For a journalist Sean Penn makes a world class actor.
Yet the two-time Oscar winner is repeatedly hired to write for publications like The San Francisco Chronicle and Rolling Stone magazine.
His calamitous attempt to interview Joaquín Guzmán Loera, better known as Mexican drug kingpin El Chapo, marked a nadir for his journalism career. ReelzChannel documents the story behind that interview, revealing Penn’s curious career in the process.
“El Chapo & Sean Penn: Bungle in the Jungle” premieres at 9 p.m. EST March 10. The hour special offers a bizarre, only in Hollywood story that ended badly for both men.
Leaning on a clever collection of sources, the special dissects not just Penn’s back story but a criminal deemed a hero by many Mexicans.
Penn Thumbs Nose at Flyover Country
Penn “doesn’t care what Middle America thinks,” says TheWrap.com Editor-in-Chief Sharon Waxman. And so we rewind the pop culture clock on Penn, starting from his days as Jeff Spicoli in “Fast Times at Ridgemont High” to his shocking wedding to pop temptress Madonna.

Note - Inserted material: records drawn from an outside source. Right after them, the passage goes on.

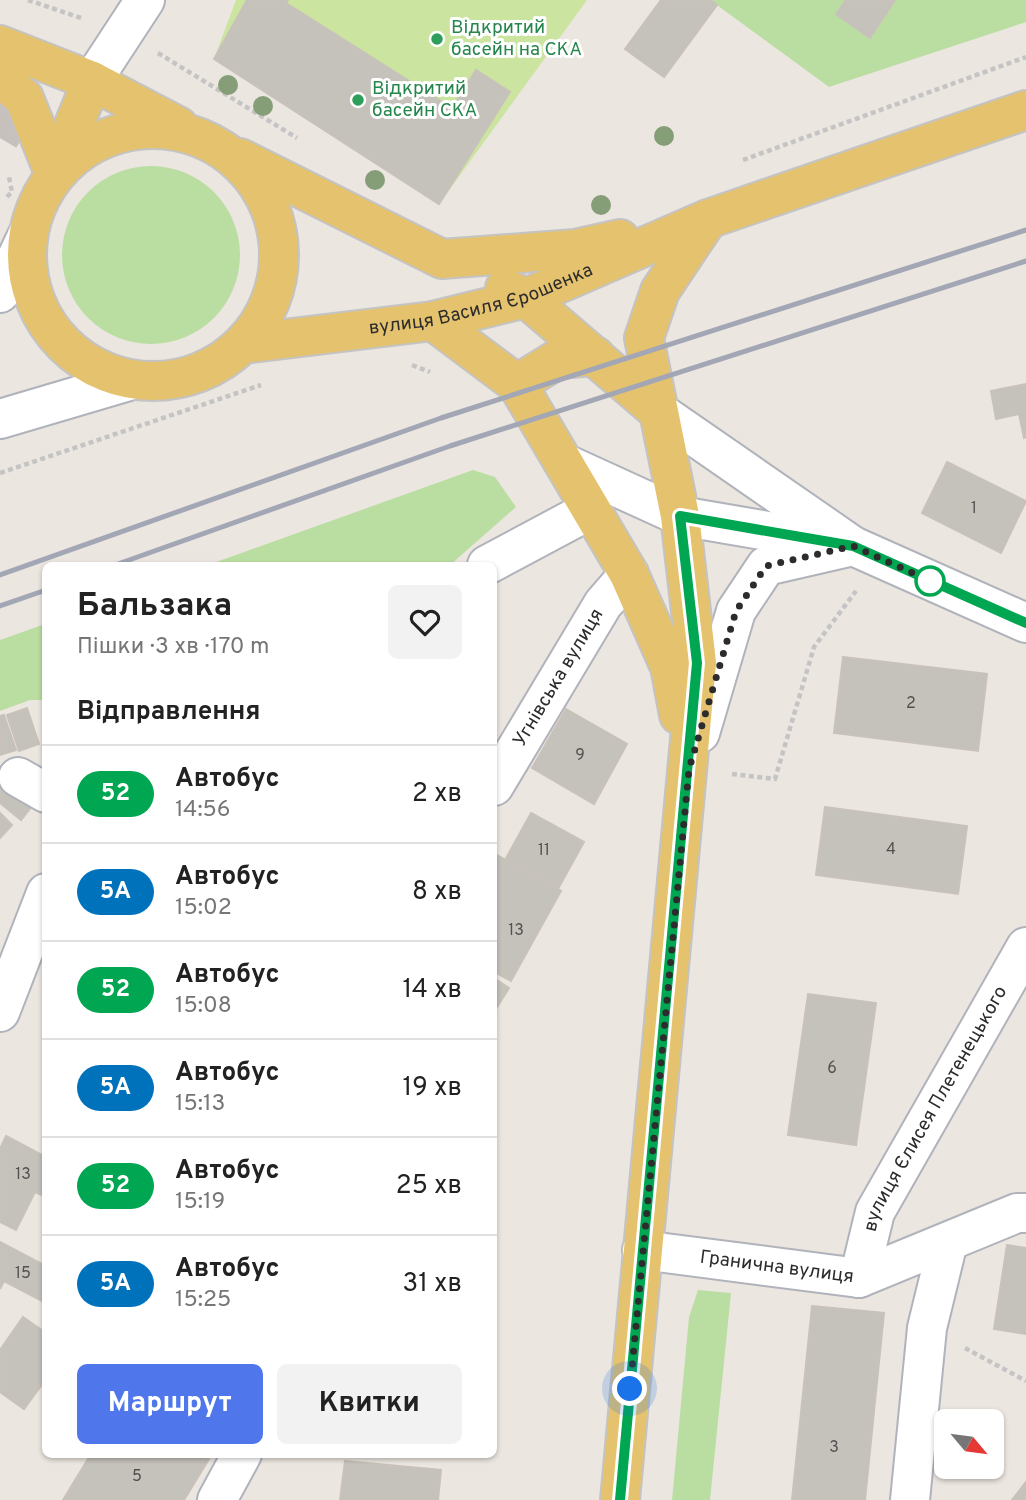 <!DOCTYPE html>
<html lang="uk">
<head>
<meta charset="utf-8">
<style>
	:root { --surface:#fff; --page:#f2f2f2; --text:#222; --muted:#767676; --line:#e0e0e0; --accent:#4f76ea }
	body { margin:0; font-family:Overpass,sans-serif; background:var(--page); color:var(--text); height:100vh; display:flex; flex-direction:column; font-size:26px; white-space:nowrap }
	* { box-sizing:border-box; margin:0 }
	p { font-size:23px; color:var(--muted) }
	.icon { flex:none; width:38px; height:38px; fill:none; stroke:currentColor; stroke-width:2; stroke-linecap:round; stroke-linejoin:round }
	.map { position:relative; flex:1; overflow:hidden }
	.drawer { position:absolute; left:42px; top:562px; width:455px; height:896px; display:flex; flex-direction:column; background:var(--surface); border-radius:10px; box-shadow:0 2px 5px #0004 }
	.drawer>* { flex:none }
	.badge { padding:0 14px; border-radius:23px; font-size:24px; line-height:46px }
	.needle { width:46px; rotate:119deg }
	.fabs { position:absolute; left:934px; top:1409px; display:grid; gap:14px }
	.fabs a { display:grid; place-items:center; width:70px; height:70px; border-radius:10px; background:var(--surface); box-shadow:0 2px 5px #0004; font-size:35px }
	.you { position:absolute; width:35px; height:35px; margin:-18px; border:5px solid #fff; border-radius:50%; background:#1a73e8; box-shadow:0 0 0 10px #1a73e833 }
	.map>.badge { position:absolute; translate:-50% -50%; box-shadow:0 0 0 4px #fff }
	h2 { padding:0 35px; font-size:26px; line-height:63px }
	.round { display:grid; place-items:center; flex:none; width:74px; height:74px; border-radius:10px; background:var(--page) }
	.headline { display:flex; align-items:center; justify-content:space-between; height:119px; padding:0 35px }
	h1 { font-size:33px; font-weight:700; line-height:52px }
	.cta { display:flex; gap:14px; margin-top:auto; padding:14px 35px }
	.cta a { flex:1; height:80px; border-radius:10px; background:var(--accent); color:#fff; font-size:28px; font-weight:700; line-height:80px; text-align:center }
	.cta a+a { background:var(--page); color:var(--text) }
	ul { padding:0; list-style:none }
	li { display:flex; align-items:center; gap:21px; height:98px; padding:0 35px; border-top:2px solid var(--line) }
	li div { flex:1 }
	li b { display:block; font-size:26px }
	li em { font-style:normal }
	li .badge { min-width:77px; font-weight:700; text-align:center }
	.map>svg:first-child { display:block }
	.green { fill:#badea2 }
	.pitch { fill:#cbe49f }
	.building { fill:#c5c1bb; stroke:#c8c2ba; stroke-width:2 }
	.lines { fill:none; stroke-linecap:round; stroke-linejoin:round }
	.minor-tunnel { stroke:#c6c1bc; stroke-width:38; stroke-dasharray:38 19; stroke-linecap:butt }
	.minor-casing { stroke:#b0b3bb; stroke-width:42 }
	.major-casing { stroke:#c4c4c4; stroke-width:42 }
	.path { stroke:#c4c4c4; stroke-width:4.5; stroke-dasharray:5 3.5; stroke-linecap:butt }
	.minor { stroke:#fff; stroke-width:38 }
	.major { stroke:#e5c26d; stroke-width:38 }
	.rail { stroke:#a3a7b5; stroke-width:5 }
	.tree { fill:#869e78 }
	.line-casing { stroke:#fff; stroke-width:16 }
	.line { stroke:#00a651; stroke-width:10 }
	.walk { stroke:#2c2c2c; stroke-width:7; stroke-dasharray:0 12.6 }
	.leisure-dot { fill:#2e9e5b; stroke:#fff; stroke-width:2.5 }
	.stop-dot { fill:#fff; stroke:#00a651; stroke-width:3.5 }
	.labels { text-anchor:middle; dominant-baseline:central; stroke-width:6; stroke-linejoin:round; paint-order:stroke }
	.number-label { font-size:16px; fill:#525150 }
	.leisure-label { font-size:19px; fill:#27864d; stroke:#fff; text-anchor:start }
	.street-label { font-size:19px; fill:#2c2c2c; stroke:#fff }
</style>
</head>
<body>
<div class="map">
<svg width="1026" height="1500" viewBox="0 0 1026 1500">
	<rect width="100%" height="100%" fill="#ece6e0"/>
	<g class="green">
		<polygon points="710,0 1026,0 1026,22 829,87"/>
		<circle cx="151" cy="255" r="89"/>
		<polygon points="473,470 495,477 516,507 450,565 208,565"/>
		<polygon points="45,624 45,700 30,700 0,711 0,640"/>
		<polygon points="698,1290 731,1293 710,1500 672,1500 689,1317"/>
	</g>
	<polygon class="pitch" points="236,0 587,0 439,204 214,59"/>
	<g class="building">
		<polygon points="247,0 288,0 286,3 452,108 476,70 510,92 439,204 214,59"/>
		<polygon points="661,0 710,0 717,5 664,77 625,49"/>
		<polygon points="846,0 895,0 870,38 836,14"/>
		<polygon points="1026,384 1026,437 1024,438 1019,414 996,419 991,391"/>
		<polygon points="947,462 1026,501 1001,553 922,513"/>
		<polygon points="843,657 987,674 978,751 834,733"/>
		<polygon points="27,708 39,744 19,751 7,715"/>
		<polygon points="566,709 627,744 594,804 532,768"/>
		<polygon points="4,715 16,750 0,755 0,716"/>
		<polygon points="0,778 36,801 21,820 0,803"/>
		<polygon points="825,807 967,826 958,894 816,875"/>
		<polygon points="0,813 12,825 0,838"/>
		<polygon points="531,813 584,842 558,889 505,860"/>
		<polygon points="497,855 561,891 511,981 494,972 494,862"/>
		<polygon points="494,978 509,988 494,1012"/>
		<polygon points="808,994 876,1003 856,1145 788,1135"/>
		<polygon points="6,1136 46,1157 46,1197 35,1192 16,1230 0,1222 0,1149"/>
		<polygon points="0,1242 46,1266 46,1303 4,1281 0,1289"/>
		<polygon points="1007,1245 1026,1248 1026,1334 994,1329"/>
		<polygon points="812,1306 884,1313 865,1500 792,1500"/>
		<polygon points="23,1317 46,1333 46,1379 24,1409 0,1392 0,1350"/>
		<polygon points="91,1454 212,1454 184,1500 63,1500"/>
		<polygon points="345,1461 441,1470 438,1500 340,1500"/>
		<polygon points="1026,1482 1026,1500 1012,1500"/>
	</g>
	<g class="lines">
		<polyline class="minor-tunnel" points="0,138 24,98"/>
		<defs>
			<g id="minor">
				<polyline points="92,81 145,0"/>
				<polyline points="0,293 28,234"/>
				<polyline points="658,411 853,546 1026,623"/>
				<polyline points="0,419 132,380"/>
				<polyline points="564,463 680,516 838,543"/>
				<polyline points="487,565 590,510"/>
				<polyline points="700,733 736,611 766,566 853,546"/>
				<polyline points="18,777 46,793"/>
				<path id="s1" d="M494,786L603,604L629,574"/>
				<polyline points="0,1012 46,893"/>
				<path id="s2" d="M642,1250L859,1278L1017,1213H1026"/>
				<path id="s3" d="M859,1278L875,1212L1026,947"/>
				<polyline points="217,1500 242,1454"/>
				<polyline points="910,1500 927,1328 948,1242"/>
			</g>
			<g id="major">
				<polyline points="0,45 92,81 178,126"/>
				<polyline points="0,78 24,98 54,173"/>
				<circle cx="153" cy="255" r="126"/>
				<polyline points="240,158 442,259 575,249 620,239"/>
				<polyline points="55,171 92,81"/>
				<polyline points="505,288 526,298 658,411"/>
				<polyline points="433,321 517,384 629,574 670,667 679,715"/>
				<path id="s4" d="M243,344L433,321L526,298L708,219L1026,110"/>
				<polyline points="517,384 558,359 595,356"/>
				<polyline points="620,1500 697,663 680,516 644,338 660,291 708,219"/>
			</g>
		</defs>
		<use href="#minor" class="minor-casing"/>
		<use href="#major" class="major-casing"/>
		<g class="path">
			<polyline points="28,0 84,19"/>
			<polyline points="158,53 297,138"/>
			<polyline points="743,160 1026,57"/>
			<polyline points="7,197 12,192 9,177"/>
			<polyline points="412,365 430,372"/>
			<polyline points="0,473 261,385"/>
			<polyline points="732,774 775,779 814,647 856,591"/>
			<polyline points="965,1348 1026,1381"/>
		</g>
		<use href="#minor" class="minor"/>
		<use href="#major" class="major"/>
		<g class="rail">
			<polyline points="115,565 450,446 1026,261"/>
			<polyline points="0,575 441,418 1026,230"/>
			<polyline points="0,606 46,590"/>
		</g>
	</g>
	<g class="tree">
		<circle cx="228" cy="85" r="10"/>
		<circle cx="263" cy="106" r="10"/>
		<circle cx="664" cy="136" r="10"/>
		<circle cx="375" cy="180" r="10"/>
		<circle cx="601" cy="205" r="10"/>
	</g>
	<g class="lines">
		<defs>
			<polyline id="line" points="620,1500 697,663 680,516 853,546 1026,623"/>
		</defs>
		<use href="#line" class="line-casing"/>
		<use href="#line" class="line"/>
		<polyline class="walk" points="630,1389 689,769 736,611 766,566 853,546 937,584 930,581"/>
	</g>
	<g class="leisure-dot">
		<circle cx="437" cy="39" r="7"/>
		<circle cx="358" cy="100" r="7"/>
	</g>
	<circle class="stop-dot" cx="930" cy="581" r="14"/>
	<g class="labels">
		<g class="number-label">
			<text x="974" y="509">1</text>
			<text x="911" y="704">2</text>
			<text x="580" y="756">9</text>
			<text x="891" y="850">4</text>
			<text x="544" y="851">11</text>
			<text x="516" y="931">13</text>
			<text x="832" y="1069">6</text>
			<text x="23" y="1175">13</text>
			<text x="23" y="1274">15</text>
			<text x="834" y="1448">3</text>
			<text x="137" y="1477">5</text>
		</g>
		<g class="leisure-label">
			<text x="451" y="28">Відкритий<tspan x="451" dy="22">басейн на СКА</tspan></text>
			<text x="372" y="89">Відкритий<tspan x="372" dy="22">басейн СКА</tspan></text>
		</g>
		<g class="street-label">
			<text stroke="none"><textPath href="#s4" startOffset="243">вулиця Василя Єрошенка</textPath></text>
			<text stroke="none"><textPath href="#s1" startOffset="126">Угнівська вулиця</textPath></text>
			<text stroke="none"><textPath href="#s3" startOffset="187">вулиця Єлисея Плетенецького</textPath></text>
			<text stroke="none"><textPath href="#s2" startOffset="136">Гранична вулиця</textPath></text>
		</g>
	</g>
</svg>
<div class="fabs">
<a><svg class="needle" viewBox="-14 -14 28 28"><path d="M0-13l5 13h-10z" fill="#e53935"/><path d="M0 13l5-13h-10z" fill="#767676"/></svg></a>
</div>
<div class="you" style="left:630px;top:1389px"></div>
<section class="drawer">
<div class="headline"><div><h1>Бальзака</h1><p>Пішки · 3 хв · 170 m</p></div><a class="round"><svg class="icon" aria-label="heart" viewBox="0 0 24 24"><path d="M12 20l-8-8c-3-5 5-10 8-4 3-6 11-1 8 4z"/></svg></a></div>
<h2>Відправлення</h2>
<ul>
<li><span class="badge" style="background:#00a651;color:#fff">52</span><div><b>Автобус</b><p>14:56</p></div><em>2 хв</em></li>
<li><span class="badge" style="background:#0072bc;color:#fff">5А</span><div><b>Автобус</b><p>15:02</p></div><em>8 хв</em></li>
<li><span class="badge" style="background:#00a651;color:#fff">52</span><div><b>Автобус</b><p>15:08</p></div><em>14 хв</em></li>
<li><span class="badge" style="background:#0072bc;color:#fff">5А</span><div><b>Автобус</b><p>15:13</p></div><em>19 хв</em></li>
<li><span class="badge" style="background:#00a651;color:#fff">52</span><div><b>Автобус</b><p>15:19</p></div><em>25 хв</em></li>
<li><span class="badge" style="background:#0072bc;color:#fff">5А</span><div><b>Автобус</b><p>15:25</p></div><em>31 хв</em></li>
</ul>
<div class="cta"><a>Маршрут</a><a>Квитки</a></div>
</section>
</div>
</body>
</html>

He slugged photographers, proved his acting chops and, eventually, grew tired of simply being a star for hire.
“Seems like acting has never really been enough for him,” one journalist says.
Penn railed against President George W. Bush, the war in Iraq and other liberal cause celebres. In between, he lent a hand to people in pain and filed the occasional word salad report for various media outlets.
Journalist for Hire
The special briefly mentions one important point. Hiring Penn as a journalist is about the clicks, not the story itself. For anyone who’s ever read his reportage it’s clear he didn’t get the gigs based on merit.
Penn often made sure his good deeds didn’t go unnoticed. The special recalls his New Orleans rescue mission post-Hurricane Katrina, complete with a shotgun and a personal photographer to document his heroism.
Comedian Paul Rodriguez literally tips his hat to Penn’s efforts while admitting the actor’s politics are “wack.”
It’s a fairly balanced biography, one much tougher on Penn than other outlets might be. The special even invites actress Maria Conchita Alonso, who famously argued with Penn over his political leanings, to share her perspective. Penn’s anti-American streak, however, is only subtly suggested.
The verdict on Penn’s latest journalism “get” offers no hope of balance.
When Penn met El Chapo in the remote mountains of Sinaloa, Mexico he didn’t bring a pad or even a voice recorder.
“He sat there with a fugitive drug lord for seven hours and didn’t interview him. They sat around and drank beers and had tacos,” Waxman says. A follow-up “interview,” where Penn submitted questions to be asked by someone else, yielded little of consequence.
“It’s a pale facsimile of a proper interview,” Waxman concedes.
“This [Rolling Stone] article was 10,000 words long, but it was mainly about Sean Penn,” journalist Natalie Trombetta adds.
From Drug Kingpin to Robin Hood
The special’s second half trains it gaze on El Chapo. We learn of the criminal’s text-based flirtations, his dream of becoming the subject of a major motion picture and the elaborate tunnel that helped him flee a maximum security Mexican prison.
His digging escape is nothing short of magnificent. We see the sophisticated tunnel that set him free as well as the security camera footage showing him literally drop out of sight.
Musicians penned folk songs about El Chapo’s generosity toward the Mexican poor. The violence and destruction tied to his machinations, however, failed to spark the same creative impulses.
Two Unhappy Endings
We now know that El Chapo was captured shortly after the Penn interview. And the actor’s journalistic coup was roundly booed by his peers. One thing remains clear. El Chapo was willing to risk it all for a chance at Hollywood style immortality.
“He would never be truly legendary until his story played out on the silver screen,” we’re told.
For now, he’ll have to be satisfied with a TV special revealing his final moments of freedom. Or until the next tunnel construction commences.